Given data:
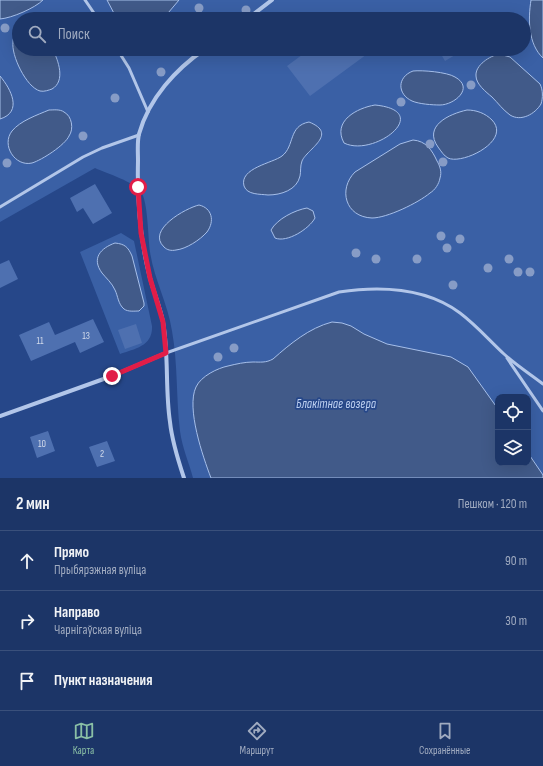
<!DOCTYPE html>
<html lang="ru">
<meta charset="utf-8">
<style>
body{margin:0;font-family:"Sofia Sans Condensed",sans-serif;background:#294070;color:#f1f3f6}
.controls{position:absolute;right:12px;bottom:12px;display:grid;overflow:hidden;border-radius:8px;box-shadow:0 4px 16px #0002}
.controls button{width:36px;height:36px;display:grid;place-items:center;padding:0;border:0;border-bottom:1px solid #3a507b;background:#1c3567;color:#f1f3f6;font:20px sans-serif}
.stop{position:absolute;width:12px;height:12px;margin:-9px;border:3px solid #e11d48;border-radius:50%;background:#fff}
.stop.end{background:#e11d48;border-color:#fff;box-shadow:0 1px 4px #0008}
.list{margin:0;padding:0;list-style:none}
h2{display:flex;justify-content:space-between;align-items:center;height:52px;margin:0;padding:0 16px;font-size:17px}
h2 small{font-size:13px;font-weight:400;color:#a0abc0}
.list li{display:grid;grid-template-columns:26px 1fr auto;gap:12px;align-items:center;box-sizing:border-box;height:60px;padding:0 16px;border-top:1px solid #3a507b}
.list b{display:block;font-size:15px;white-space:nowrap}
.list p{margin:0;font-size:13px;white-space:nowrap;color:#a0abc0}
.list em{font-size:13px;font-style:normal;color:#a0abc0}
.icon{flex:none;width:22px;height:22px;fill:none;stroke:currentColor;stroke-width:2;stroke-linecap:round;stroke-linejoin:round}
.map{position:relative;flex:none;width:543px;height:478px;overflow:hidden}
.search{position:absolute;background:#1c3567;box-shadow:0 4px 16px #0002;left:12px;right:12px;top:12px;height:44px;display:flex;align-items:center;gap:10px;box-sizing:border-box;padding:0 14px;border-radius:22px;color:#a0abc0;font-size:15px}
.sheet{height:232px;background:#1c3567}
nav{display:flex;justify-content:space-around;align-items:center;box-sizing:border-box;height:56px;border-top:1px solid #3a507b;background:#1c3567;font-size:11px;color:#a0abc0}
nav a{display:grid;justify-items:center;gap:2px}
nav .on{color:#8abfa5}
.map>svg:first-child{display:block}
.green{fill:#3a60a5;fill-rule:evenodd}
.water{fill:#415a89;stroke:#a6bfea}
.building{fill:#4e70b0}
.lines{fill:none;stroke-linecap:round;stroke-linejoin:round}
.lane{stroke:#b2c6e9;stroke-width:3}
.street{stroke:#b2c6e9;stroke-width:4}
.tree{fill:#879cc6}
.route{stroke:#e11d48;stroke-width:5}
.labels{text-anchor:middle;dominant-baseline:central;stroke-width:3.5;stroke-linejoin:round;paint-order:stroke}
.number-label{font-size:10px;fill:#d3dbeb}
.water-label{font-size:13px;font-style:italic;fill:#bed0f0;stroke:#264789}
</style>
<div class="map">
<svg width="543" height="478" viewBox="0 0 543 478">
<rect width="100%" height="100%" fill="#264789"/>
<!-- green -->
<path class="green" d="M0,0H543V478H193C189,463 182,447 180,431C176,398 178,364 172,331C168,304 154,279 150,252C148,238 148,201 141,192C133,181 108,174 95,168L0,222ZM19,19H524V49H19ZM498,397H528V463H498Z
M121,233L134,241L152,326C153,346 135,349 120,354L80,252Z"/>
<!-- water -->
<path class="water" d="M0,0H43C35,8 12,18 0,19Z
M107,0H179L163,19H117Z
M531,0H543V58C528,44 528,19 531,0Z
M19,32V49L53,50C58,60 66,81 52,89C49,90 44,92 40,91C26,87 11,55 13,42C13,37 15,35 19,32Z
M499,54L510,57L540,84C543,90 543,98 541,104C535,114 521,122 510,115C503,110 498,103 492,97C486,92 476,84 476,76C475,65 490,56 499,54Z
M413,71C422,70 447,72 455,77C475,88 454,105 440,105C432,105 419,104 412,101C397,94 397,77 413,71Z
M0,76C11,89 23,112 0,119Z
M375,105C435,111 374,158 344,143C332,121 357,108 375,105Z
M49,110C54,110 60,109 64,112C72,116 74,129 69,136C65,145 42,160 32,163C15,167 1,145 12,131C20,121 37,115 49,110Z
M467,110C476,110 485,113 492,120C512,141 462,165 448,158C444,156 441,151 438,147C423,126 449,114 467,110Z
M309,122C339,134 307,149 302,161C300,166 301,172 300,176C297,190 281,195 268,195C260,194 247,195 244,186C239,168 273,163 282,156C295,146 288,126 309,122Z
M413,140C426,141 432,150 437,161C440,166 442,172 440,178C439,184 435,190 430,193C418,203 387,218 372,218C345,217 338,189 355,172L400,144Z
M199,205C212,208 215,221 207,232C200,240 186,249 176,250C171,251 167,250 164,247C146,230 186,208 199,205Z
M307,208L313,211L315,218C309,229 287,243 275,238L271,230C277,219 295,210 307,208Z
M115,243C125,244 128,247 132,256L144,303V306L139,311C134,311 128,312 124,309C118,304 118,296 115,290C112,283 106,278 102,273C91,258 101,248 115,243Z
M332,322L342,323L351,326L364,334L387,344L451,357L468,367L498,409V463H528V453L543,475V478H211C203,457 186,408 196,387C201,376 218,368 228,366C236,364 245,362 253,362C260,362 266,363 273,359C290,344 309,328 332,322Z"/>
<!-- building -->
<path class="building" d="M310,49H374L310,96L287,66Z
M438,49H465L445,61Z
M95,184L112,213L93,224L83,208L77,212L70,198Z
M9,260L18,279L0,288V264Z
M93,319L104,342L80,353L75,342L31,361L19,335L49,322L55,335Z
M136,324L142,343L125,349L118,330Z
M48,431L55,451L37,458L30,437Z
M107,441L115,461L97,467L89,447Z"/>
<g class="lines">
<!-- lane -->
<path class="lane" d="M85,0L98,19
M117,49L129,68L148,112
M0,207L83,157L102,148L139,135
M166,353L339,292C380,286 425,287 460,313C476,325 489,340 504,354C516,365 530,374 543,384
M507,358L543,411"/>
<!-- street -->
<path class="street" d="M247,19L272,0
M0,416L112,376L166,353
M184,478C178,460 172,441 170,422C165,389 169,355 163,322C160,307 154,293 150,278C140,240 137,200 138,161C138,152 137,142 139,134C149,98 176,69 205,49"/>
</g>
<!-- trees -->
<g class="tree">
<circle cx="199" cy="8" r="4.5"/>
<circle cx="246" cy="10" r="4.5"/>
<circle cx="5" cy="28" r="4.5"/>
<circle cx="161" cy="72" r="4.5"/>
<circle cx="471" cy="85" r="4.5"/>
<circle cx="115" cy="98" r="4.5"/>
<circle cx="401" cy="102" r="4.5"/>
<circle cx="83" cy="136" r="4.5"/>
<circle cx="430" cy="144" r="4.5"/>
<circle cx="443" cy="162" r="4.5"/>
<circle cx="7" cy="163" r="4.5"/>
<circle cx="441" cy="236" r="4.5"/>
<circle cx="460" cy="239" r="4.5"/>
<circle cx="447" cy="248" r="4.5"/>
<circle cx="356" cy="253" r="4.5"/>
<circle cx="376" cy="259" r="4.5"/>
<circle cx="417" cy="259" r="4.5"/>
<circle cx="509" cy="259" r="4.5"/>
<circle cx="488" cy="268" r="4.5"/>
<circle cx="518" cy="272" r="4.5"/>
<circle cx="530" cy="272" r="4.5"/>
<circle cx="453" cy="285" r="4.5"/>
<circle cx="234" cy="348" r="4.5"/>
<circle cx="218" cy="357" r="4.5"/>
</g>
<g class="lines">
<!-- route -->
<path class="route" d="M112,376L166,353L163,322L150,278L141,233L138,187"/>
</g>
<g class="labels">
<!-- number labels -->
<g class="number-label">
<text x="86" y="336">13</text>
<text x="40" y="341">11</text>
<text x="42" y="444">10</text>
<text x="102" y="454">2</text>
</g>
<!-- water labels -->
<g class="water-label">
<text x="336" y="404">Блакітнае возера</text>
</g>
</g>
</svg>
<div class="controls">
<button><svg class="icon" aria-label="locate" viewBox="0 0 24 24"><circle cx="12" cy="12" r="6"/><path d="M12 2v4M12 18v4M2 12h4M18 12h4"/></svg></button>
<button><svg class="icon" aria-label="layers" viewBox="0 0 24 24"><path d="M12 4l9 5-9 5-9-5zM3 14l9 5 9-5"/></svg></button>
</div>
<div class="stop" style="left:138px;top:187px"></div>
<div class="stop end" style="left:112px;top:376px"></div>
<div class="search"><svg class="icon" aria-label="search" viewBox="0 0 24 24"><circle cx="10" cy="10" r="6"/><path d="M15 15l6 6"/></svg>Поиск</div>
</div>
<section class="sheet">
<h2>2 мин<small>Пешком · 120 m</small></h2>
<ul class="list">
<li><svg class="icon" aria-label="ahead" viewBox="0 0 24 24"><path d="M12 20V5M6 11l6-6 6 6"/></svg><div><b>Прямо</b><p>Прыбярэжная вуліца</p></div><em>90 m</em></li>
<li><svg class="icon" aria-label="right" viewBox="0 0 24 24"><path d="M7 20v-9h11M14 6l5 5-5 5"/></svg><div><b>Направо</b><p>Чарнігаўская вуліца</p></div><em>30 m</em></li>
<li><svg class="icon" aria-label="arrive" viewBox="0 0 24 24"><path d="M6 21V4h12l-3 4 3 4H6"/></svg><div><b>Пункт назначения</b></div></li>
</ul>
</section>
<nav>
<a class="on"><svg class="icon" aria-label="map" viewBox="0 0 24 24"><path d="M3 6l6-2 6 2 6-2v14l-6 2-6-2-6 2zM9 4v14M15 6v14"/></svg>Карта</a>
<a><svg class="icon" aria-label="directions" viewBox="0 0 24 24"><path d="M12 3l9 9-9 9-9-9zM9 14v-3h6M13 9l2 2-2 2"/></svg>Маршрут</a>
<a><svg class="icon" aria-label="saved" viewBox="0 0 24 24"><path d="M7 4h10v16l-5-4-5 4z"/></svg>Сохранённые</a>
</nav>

Your goal: The lines above that hold the word "bottom" are the ones to copy.

Answer section:
.controls{position:absolute;right:12px;bottom:12px;display:grid;overflow:hidden;border-radius:8px;box-shadow:0 4px 16px #0002}
.controls button{width:36px;height:36px;display:grid;place-items:center;padding:0;border:0;border-bottom:1px solid #3a507b;background:#1c3567;color:#f1f3f6;font:20px sans-serif}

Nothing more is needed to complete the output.